◆ **EXERCISE DESCRIPTION**
Copy each line from the entries that the word "none" appears in.

** Opening SOURCE DATA block **

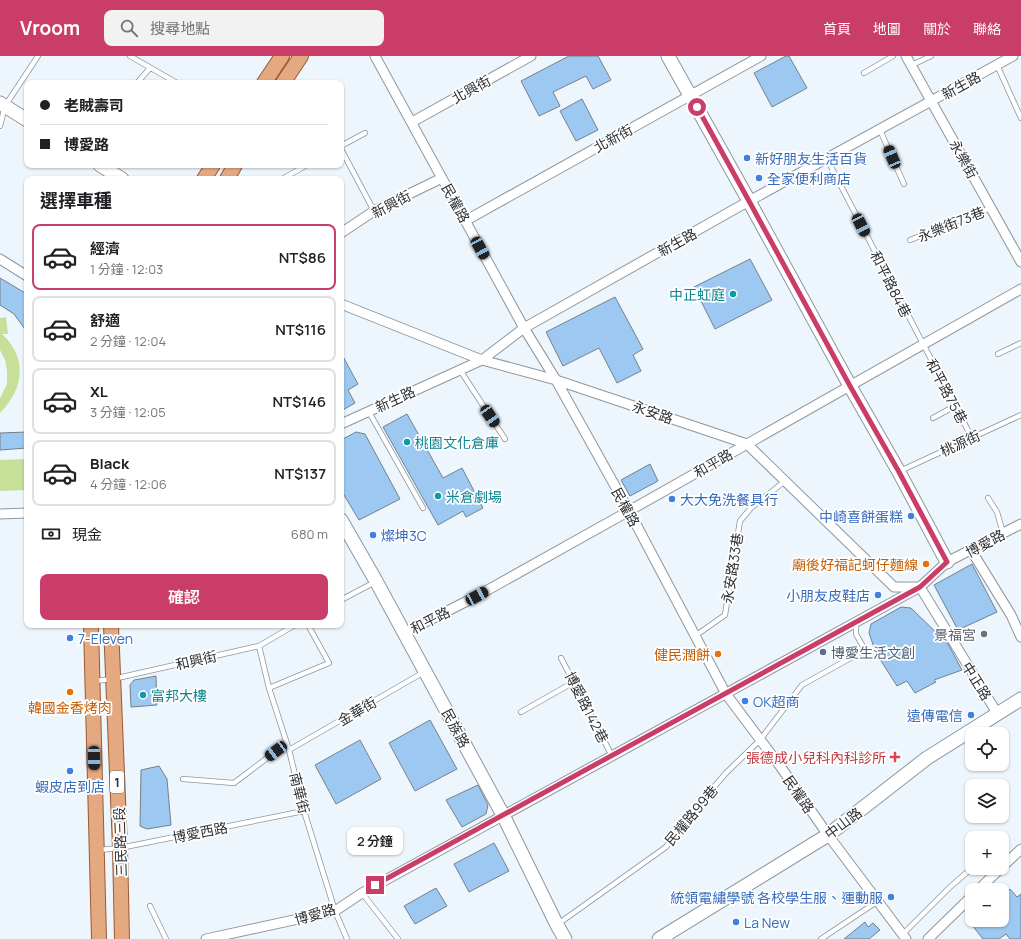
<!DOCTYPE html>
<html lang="zh-TW">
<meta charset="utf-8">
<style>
:root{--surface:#fff;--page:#f2f2f2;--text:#202124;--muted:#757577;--line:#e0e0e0;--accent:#cb3d69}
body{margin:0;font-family:Manrope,"Noto Sans TC",sans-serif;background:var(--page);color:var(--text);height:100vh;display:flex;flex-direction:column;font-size:15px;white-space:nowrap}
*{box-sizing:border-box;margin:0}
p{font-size:13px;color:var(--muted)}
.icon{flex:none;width:22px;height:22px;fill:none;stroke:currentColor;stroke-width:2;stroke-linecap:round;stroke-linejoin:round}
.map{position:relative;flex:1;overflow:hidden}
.panel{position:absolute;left:24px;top:120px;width:320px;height:452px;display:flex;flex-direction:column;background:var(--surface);border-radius:8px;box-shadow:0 1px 3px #0004}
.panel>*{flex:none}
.guide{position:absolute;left:24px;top:24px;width:320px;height:88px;border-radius:8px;box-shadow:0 1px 3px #0004;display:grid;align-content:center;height:88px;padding:0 16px;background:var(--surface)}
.buttons{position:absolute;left:965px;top:671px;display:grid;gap:8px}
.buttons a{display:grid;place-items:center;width:44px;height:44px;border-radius:8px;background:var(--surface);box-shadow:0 1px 3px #0004;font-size:20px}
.end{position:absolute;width:18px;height:18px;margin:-9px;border:5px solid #cb3d69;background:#fff;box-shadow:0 0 0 2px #fff}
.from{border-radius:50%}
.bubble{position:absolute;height:28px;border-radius:8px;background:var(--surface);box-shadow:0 1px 3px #0004;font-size:13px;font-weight:600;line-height:28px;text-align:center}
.car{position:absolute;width:12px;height:24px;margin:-12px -6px;border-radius:5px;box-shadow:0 0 3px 1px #0007;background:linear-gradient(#222 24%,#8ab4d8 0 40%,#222 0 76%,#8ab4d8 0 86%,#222 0)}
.guide b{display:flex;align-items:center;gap:14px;height:38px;font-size:15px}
.guide b+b{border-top:1px solid var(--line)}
.guide i{width:10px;height:10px;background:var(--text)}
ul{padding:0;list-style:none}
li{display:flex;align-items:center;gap:12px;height:66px;margin:0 8px 6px;padding:0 8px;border:2px solid var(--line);border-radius:8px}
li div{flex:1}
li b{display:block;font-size:15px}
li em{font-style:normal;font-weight:600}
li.current{border-color:var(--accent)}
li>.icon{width:36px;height:36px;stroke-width:1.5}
h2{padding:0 16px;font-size:18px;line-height:48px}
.pay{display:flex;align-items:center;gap:10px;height:44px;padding:0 16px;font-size:15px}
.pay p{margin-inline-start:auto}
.action{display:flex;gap:8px;margin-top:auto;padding:8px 16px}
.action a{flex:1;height:46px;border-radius:8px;background:var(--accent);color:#fff;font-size:16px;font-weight:600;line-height:46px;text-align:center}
header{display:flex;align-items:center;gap:24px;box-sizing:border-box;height:56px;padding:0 20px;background:var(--accent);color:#fff}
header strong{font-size:19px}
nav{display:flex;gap:22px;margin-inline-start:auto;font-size:14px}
.search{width:280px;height:36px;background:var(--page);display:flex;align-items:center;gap:10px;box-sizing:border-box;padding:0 14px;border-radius:8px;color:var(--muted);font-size:15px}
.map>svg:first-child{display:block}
.green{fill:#c7e099}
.building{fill:#9cc8f2;stroke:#778088}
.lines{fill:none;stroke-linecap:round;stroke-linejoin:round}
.lane-casing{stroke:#8e969f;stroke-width:6}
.street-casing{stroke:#8e969f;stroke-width:11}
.secondary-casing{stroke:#8e969f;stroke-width:15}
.primary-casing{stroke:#9a5931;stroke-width:16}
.lane{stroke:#fff;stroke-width:4.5}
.street{stroke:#fff;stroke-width:9}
.secondary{stroke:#fff;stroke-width:13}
.primary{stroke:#e5a982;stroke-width:14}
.route{stroke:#cb3d69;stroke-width:5}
.shop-dot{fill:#3f7fe0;stroke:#fff;stroke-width:1.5}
.culture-dot{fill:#0f9aa8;stroke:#fff;stroke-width:1.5}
.food-dot{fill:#e8710a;stroke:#fff;stroke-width:1.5}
.worship-dot{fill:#6b7280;stroke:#fff;stroke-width:1.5}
.service-dot{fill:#5c6f8a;stroke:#fff;stroke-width:1.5}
.health-dot{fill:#e0444e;stroke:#fff;stroke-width:1.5}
.labels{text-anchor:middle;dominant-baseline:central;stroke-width:3.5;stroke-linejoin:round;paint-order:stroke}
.shield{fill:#fff;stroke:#6d6f72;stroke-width:1}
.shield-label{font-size:13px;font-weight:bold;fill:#2e3135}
.street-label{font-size:14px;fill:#2e3135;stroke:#fff}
.shop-label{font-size:14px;fill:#366cbe;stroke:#fff;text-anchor:start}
.culture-label{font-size:14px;fill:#0d838f;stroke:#fff;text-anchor:start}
.food-label{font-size:14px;fill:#c56008;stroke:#fff;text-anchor:end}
.worship-label{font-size:14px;fill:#5b616d;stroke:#fff;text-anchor:end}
.service-label{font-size:14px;fill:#4e5e75;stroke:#fff;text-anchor:start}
.health-label{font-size:14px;fill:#be3a42;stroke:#fff;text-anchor:end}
</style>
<header>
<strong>Vroom</strong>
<div class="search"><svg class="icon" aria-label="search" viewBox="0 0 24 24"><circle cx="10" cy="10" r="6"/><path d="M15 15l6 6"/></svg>搜尋地點</div>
<nav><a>首頁</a><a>地圖</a><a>關於</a><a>聯絡</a></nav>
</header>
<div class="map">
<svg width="1021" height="883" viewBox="0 0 1021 883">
<rect width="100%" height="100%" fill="#eef6fd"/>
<path class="green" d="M6 261 8 278H2C28 302 24 333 0 357V342L7 328V315L5 304 0 294V262Z
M27 403V434L0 435V404Z"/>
<path class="building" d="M569 0H598L611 24 593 33 586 20 553 36 560 50 539 60 521 25Z
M786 0H789L807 32 772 51 754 17Z
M582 43 598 74 576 85 560 55Z
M750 203 772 244 715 273 694 231Z
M0 222 27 238V276L14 258 0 249Z
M615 241 643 293 633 299 641 315 617 327 599 292 563 310 546 276Z
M341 297 358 328 348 334 355 347 341 355Z
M407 358 443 422 462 412 483 452 466 461 463 455 438 469 383 371Z
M27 376V392L0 394V377Z
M356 376 365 378 400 443 359 464 341 434V384Z
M650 408 658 425 630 440 621 424Z
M972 508 997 556 958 574 934 529Z
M901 551 911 552 948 588 962 614 934 624 936 626 915 637 907 625 897 630 876 597 869 577 871 568Z
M156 620 157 649 131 651 130 629 134 624Z
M430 664 457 713 415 735 389 687Z
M360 684 381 723 336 748 315 709Z
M159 710 167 723 171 769 147 773 140 770 141 714Z
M478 729 488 749 486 758 462 771 446 744Z
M494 787 509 815 469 836 454 808Z
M436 832 447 850 415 868 404 850Z
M1010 833 1017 841 1021 838V883H1010L1006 878 999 883H983L968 864H1002V840Z
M865 866 868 871 873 867 880 874 869 883H844Z"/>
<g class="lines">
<g class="lane-casing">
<path id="lane" d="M130 0 177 27
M912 9 931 0
M997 9 1021 62
M864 17 893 0
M137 27 150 12
M0 70 5 50 38 0
M880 74 904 128
M341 90 365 77
M341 93 374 155
M827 103 972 382
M282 123 307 109
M910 184 991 152
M998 298 1021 287
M460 314 505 383
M369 356 423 452
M933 362 955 350
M900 415 1021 359
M988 442 997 456 1003 477
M341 544 375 526
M695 580 725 559 740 465 751 452 785 425
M259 590 269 632 289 694 304 755 335 855 347 883
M561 602 612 700
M94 625 113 623 259 590 295 569
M269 632 329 607 308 569
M521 656 574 626
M289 694 424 616
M183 723 234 727 287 687
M99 794 120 792 304 755
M362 837 398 883
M150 850 166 883
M558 868 666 791 687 762 726 717 760 684 802 629 865 594 856 578V566
M903 878 950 831 972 812
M821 883 878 845"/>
</g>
<g class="street-casing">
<path id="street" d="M375 0 524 272 556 324 629 455 726 638 780 710 828 779 906 883
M906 0 1021 206
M412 66 531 0
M465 165 761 0
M341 177 374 155 442 122
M0 203 27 220
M341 248 482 304 556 324 747 388 894 531H918
M341 368 482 304 524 272 749 145 1013 0
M0 458 27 457
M971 494 1011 559 1021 581
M920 531 997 657
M404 577 477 540 620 460 1021 233
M1002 811 1021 793
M978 834 1001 812
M206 883 335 855 362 837 920 531 947 506 1021 468
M928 883 972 840"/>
</g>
<g class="secondary-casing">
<path id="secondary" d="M668 0 749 145 850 330 899 416 947 506
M0 47 27 64
M100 109 122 123
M341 464 376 525 503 759 557 869 565 883
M659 883 828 779 927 702 1021 643"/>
</g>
<g class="primary-casing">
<path id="primary" d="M264 27 282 0
M283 27 301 0
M204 123 213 109
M227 123 235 109
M91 569 99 883
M111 569 120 792 122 883"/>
</g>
<use href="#lane" class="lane"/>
<use href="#street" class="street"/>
<use href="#secondary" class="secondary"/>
<use href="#primary" class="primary"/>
</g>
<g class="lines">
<path class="route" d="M375 829 920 531 947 506 899 416 850 330 749 145 697 51"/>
</g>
<g class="shop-dot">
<circle cx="747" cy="102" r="4"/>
<circle cx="759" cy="122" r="4"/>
<circle cx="672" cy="443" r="4"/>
<circle cx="911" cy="460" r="4"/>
<circle cx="373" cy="479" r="4"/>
<circle cx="878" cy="539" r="4"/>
<circle cx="70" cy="582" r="4"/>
<circle cx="745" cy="645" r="4"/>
<circle cx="971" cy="659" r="4"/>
<circle cx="70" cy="715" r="4"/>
<circle cx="891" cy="841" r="4"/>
<circle cx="736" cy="866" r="4"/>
</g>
<g class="culture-dot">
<circle cx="733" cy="238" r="4"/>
<circle cx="407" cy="386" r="4"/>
<circle cx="438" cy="440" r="4"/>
<circle cx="143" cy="639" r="4"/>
</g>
<g class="food-dot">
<circle cx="926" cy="508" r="4"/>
<circle cx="718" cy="598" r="4"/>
<circle cx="70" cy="636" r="4"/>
</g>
<circle class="worship-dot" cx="984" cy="578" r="4"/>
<circle class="service-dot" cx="823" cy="596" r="4"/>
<path class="health-dot" d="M893 695h4v4h4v4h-4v4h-4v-4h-4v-4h4z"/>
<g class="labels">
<rect class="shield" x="110" y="715" width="14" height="22" rx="3"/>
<g class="shield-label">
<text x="117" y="726">1</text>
</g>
<g class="street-label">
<text transform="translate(961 29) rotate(-29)">新生路</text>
<text transform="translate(471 33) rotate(-29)">北興街</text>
<text transform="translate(613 82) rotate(-29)">北新街</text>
<text transform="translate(964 103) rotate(61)">永樂街</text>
<text transform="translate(456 147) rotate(61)">民權路</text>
<text transform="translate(391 148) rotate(-28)">新興街</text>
<text transform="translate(951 168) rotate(-22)">永樂街73巷</text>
<text transform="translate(677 186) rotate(-29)">新生路</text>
<text transform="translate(891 228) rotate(63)">和平路84巷</text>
<text transform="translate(947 335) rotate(62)">和平路75巷</text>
<text transform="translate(395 343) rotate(-25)">新生路</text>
<text transform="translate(653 356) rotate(19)">永安路</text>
<text transform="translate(960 387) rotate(-25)">桃源街</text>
<text transform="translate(713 407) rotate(-30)">和平路</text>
<text transform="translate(626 451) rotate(61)">民權路</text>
<text transform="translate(985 487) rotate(-28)">博愛路</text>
<text transform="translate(732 512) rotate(-81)">永安路33巷</text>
<text transform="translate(430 564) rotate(-27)">和平路</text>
<text transform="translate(196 604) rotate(-13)">和興街</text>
<text transform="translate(977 625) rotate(58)">中正路</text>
<text transform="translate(587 651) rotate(63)">博愛路142巷</text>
<text transform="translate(357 655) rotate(-30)">金華街</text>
<text transform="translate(456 672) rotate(62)">民族路</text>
<text transform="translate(300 737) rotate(76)">南華街</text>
<text transform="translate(799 738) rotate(55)">民權路</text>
<text transform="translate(691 759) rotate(-50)">民權路99巷</text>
<text transform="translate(843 767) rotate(-37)">中山路</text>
<text transform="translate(200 776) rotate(-11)">博愛西路</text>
<text transform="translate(120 786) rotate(-92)">三民路三段</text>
<text transform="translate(315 858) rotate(-16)">博愛路</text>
</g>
<g class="shop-label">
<text x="755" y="102">新好朋友生活百貨</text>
<text x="767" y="122">全家便利商店</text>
<text x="680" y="443">大大免洗餐具行</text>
<text x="903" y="460" text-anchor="end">中崎喜餅蛋糕</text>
<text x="381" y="479">燦坤3C</text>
<text x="870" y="539" text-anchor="end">小朋友皮鞋店</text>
<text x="78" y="582">7-Eleven</text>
<text x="753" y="645">OK超商</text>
<text x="963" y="659" text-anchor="end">遠傳電信</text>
<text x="70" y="730" text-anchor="middle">蝦皮店到店</text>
<text x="883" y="841" text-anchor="end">統領電繡學號 各校學生服、運動服</text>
<text x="744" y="866">La New</text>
</g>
<g class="culture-label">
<text x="725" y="238" text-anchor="end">中正虹庭</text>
<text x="415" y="386">桃園文化倉庫</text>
<text x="446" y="440">米倉劇場</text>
<text x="151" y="639">富邦大樓</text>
</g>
<g class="food-label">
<text x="918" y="508">廟後好福記蚵仔麵線</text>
<text x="710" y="598">健民潤餅</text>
<text x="70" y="651" text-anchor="middle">韓國金香烤肉</text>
</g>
<g class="worship-label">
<text x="976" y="578">景福宮</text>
</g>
<g class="service-label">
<text x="831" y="596">博愛生活文創</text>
</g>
<g class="health-label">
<text x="886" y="701">張德成小兒科內科診所</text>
</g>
</g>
</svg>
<div class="buttons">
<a><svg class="icon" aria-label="locate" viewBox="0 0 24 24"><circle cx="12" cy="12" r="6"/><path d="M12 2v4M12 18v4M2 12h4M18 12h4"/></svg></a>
<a><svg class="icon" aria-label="layers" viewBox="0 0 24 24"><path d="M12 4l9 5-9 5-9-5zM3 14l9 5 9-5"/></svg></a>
<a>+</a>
<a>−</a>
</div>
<i class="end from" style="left:697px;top:51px"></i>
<i class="end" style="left:375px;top:829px"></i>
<div class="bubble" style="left:347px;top:771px;width:56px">2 分鐘</div>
<i class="car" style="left:892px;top:101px;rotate:337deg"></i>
<i class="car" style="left:861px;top:169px;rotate:153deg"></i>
<i class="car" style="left:480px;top:192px;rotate:151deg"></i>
<i class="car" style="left:490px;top:360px;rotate:146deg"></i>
<i class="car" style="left:477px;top:540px;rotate:61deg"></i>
<i class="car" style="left:276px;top:695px;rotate:233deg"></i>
<i class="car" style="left:94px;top:702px;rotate:179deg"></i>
<div class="guide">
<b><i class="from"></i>老賊壽司</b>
<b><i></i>博愛路</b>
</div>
<section class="panel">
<h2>選擇車種</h2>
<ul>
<li class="current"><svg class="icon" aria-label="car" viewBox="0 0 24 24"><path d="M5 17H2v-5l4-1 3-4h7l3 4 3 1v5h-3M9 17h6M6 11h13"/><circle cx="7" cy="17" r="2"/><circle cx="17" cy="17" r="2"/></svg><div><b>經濟</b><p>1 分鐘 · 12:03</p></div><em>NT$86</em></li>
<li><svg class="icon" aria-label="car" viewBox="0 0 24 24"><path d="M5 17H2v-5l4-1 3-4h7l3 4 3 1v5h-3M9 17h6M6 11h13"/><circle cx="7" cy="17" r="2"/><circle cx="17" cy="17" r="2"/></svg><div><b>舒適</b><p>2 分鐘 · 12:04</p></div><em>NT$116</em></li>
<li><svg class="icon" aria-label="car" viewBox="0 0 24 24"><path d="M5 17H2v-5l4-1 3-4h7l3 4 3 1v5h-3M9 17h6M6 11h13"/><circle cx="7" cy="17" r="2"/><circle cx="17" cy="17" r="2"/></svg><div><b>XL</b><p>3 分鐘 · 12:05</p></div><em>NT$146</em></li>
<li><svg class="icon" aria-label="car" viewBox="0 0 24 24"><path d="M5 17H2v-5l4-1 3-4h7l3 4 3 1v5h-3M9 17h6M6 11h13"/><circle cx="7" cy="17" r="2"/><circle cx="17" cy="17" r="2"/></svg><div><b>Black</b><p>4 分鐘 · 12:06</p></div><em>NT$137</em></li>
</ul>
<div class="pay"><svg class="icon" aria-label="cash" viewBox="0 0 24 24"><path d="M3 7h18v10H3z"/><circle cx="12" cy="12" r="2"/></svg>現金<p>680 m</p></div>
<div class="action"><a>確認</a></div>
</section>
</div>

** Closing SOURCE DATA block **

◆ **ANSWER SECTION**
.icon{flex:none;width:22px;height:22px;fill:none;stroke:currentColor;stroke-width:2;stroke-linecap:round;stroke-linejoin:round}
.panel>*{flex:none}
ul{padding:0;list-style:none}
.lines{fill:none;stroke-linecap:round;stroke-linejoin:round}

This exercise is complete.